Tesla’s scale and profitability give it a cushion against the loss of subsidies while dealing a much heavier blow to legacy automakers. This tactic—using market advantages to put pressure on competitors—is not unique to Tesla. We’ve seen it before in industries ranging from retail to energy.
Consider the case of Amazon and Walmart, two giants in the retail sector. Both companies have been vocal advocates for raising the federal minimum wage to $15 minimum wage. At first glance, their support appears to be a socially responsible stance—an effort to improve conditions for workers. But from an economic perspective, it’s also a strategic initiative to strengthen their competitive position.
Amazon and Walmart have massive scale and can absorb higher labor costs with little disruption. Smaller competitors, on the other hand, often struggle to keep up. For mom-and-pop stores and regional chains, higher wages can strain already tight profit margins. By supporting policies that raise costs for rivals, Amazon and Walmart effectively consolidate their dominance in the retail market, while bragging about their reputations as worker-friendly companies.
Final Thoughts
Raising rivals’ costs might be a clever strategy for businesses, but it often leads to outcomes that hurt consumers. In the case of Tesla and the EV tax credit, this tactic could mean fewer competitors in the EV market. With less competition, consumer choice shrinks and prices might remain higher than they would in a more competitive environment.

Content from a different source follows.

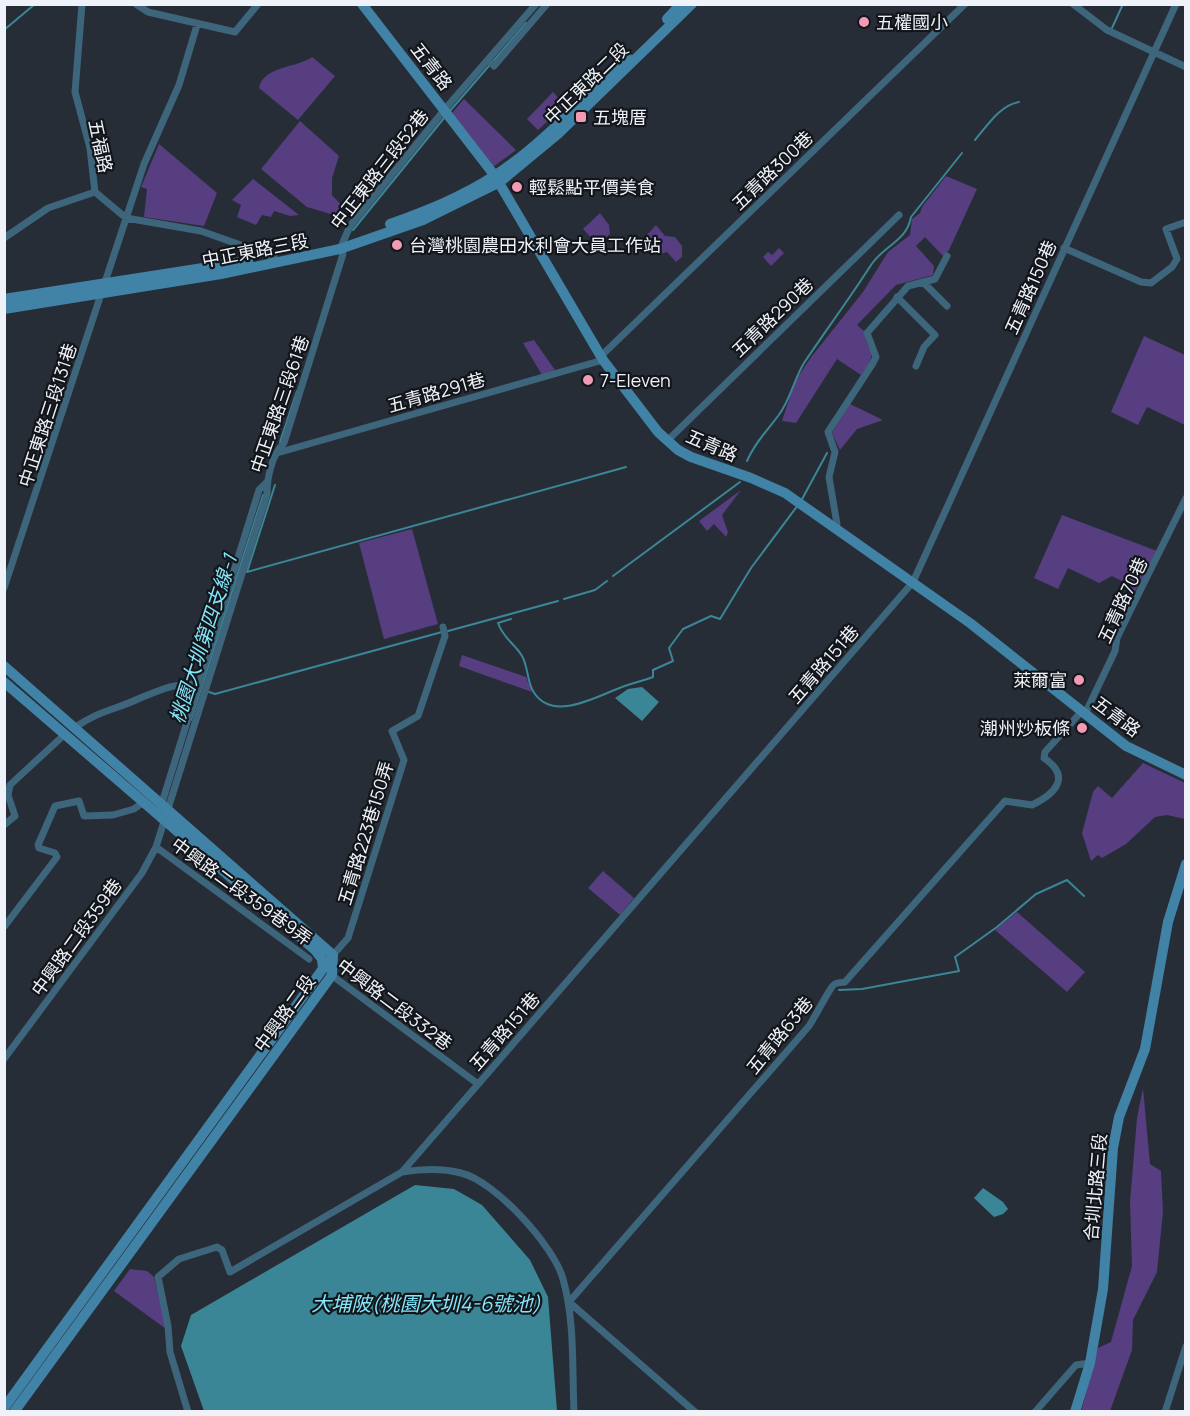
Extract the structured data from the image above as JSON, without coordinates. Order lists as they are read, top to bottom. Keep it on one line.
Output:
{"streets":{"street":["五青路","中正東路二段","五福路","中正東路三段52巷","五青路300巷","中正東路三段","五青路150巷","五青路290巷","五青路291巷","中正東路三段61巷","中正東路三段131巷","五青路70巷","五青路151巷","五青路223巷150弄","中興路二段359巷9弄","中興路二段359巷","中興路二段332巷","中興路二段","五青路63巷","合圳北路三段"]},"crossings":[["五青路","中正東路二段"],["五青路","中正東路三段52巷"],["五青路","五青路300巷"],["五青路","中正東路三段"],["五青路","五青路150巷"],["五青路","五青路290巷"],["五青路","五青路291巷"],["五青路","五青路70巷"],["五青路","五青路151巷"],["五青路","五青路63巷"],["中正東路二段","中正東路三段"],["中正東路三段52巷","中正東路三段"],["中正東路三段52巷","中正東路三段61巷"],["五青路300巷","五青路291巷"],["中正東路三段","中正東路三段61巷"],["中正東路三段","中正東路三段131巷"],["五青路150巷","五青路151巷"],["五青路291巷","中正東路三段61巷"],["中正東路三段61巷","中興路二段359巷"],["中正東路三段61巷","中興路二段"],["五青路70巷","五青路63巷"],["五青路151巷","中興路二段332巷"],["五青路223巷150弄","中興路二段"],["中興路二段359巷9弄","中興路二段359巷"],["中興路二段359巷","中興路二段"],["中興路二段332巷","中興路二段"]],"water":["桃園大圳第四支線-1","大埔陂(桃園大圳4-6號池)"],"places":{"other":["五權國小","輕鬆點平價美食","台灣桃園農田水利會大員工作站","7-Eleven","萊爾富","潮州炒板條"],"transit":["五塊厝"]}}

The broader implications go beyond Tesla. Smaller automakers play a critical role in the EV market by pushing boundaries, catering to niche segments, and driving technological breakthroughs. Without these competitors, the industry risks having Tesla as the dominant innovator. While its technological leadership significantly benefited the industry so far, relying on a single firm to steer an entire industry into the future could limit the number of options available to consumers.
This development also highlights a recurring tension between free-market ideals and strategic firm behavior. Policymakers must figure out ways to encourage competition in markets dominated by a single firm. The EV tax credit has become weaponized by the very companies it was meant to challenge. Consumers ultimately lose if dominant firms can use their scale and influence to eliminate rivals. The solution may lie in designing policies that account for the outsized influence of industry leaders—before their rivals’ costs are raised too high to overcome.
In the first quarter of 2024, Tesla produced over 433,000 vehicles and delivered approximately 387,000 vehicles [Tesla Investor Relations]
Tesla accounted for 49.7% of electric vehicle sales from April through June of 2024 [The New York Times]
Around 18.7% of all vehicles sold in the United States in the second quarter of 2024 were hybrid vehicles [U.S. Energy Information Agency]
Ford’s electric vehicle unit reported that losses soared in the first quarter to $1.3 billion, or $132,000 for each of the 10,000 vehicles it sold in the first three months of this year [CNN]
I think the broader issue is government putting its thumb on the scale in favor of EVs in the first place. There may be other alternatives better than EVs, but now those manufacturers have to compete with a built in disadvantage.
Great article. It is important to remember that government policies are also blocking affordable Chinese alternatives from the market. So much for pure competition. However, this will make a great IO case study for a graduate course.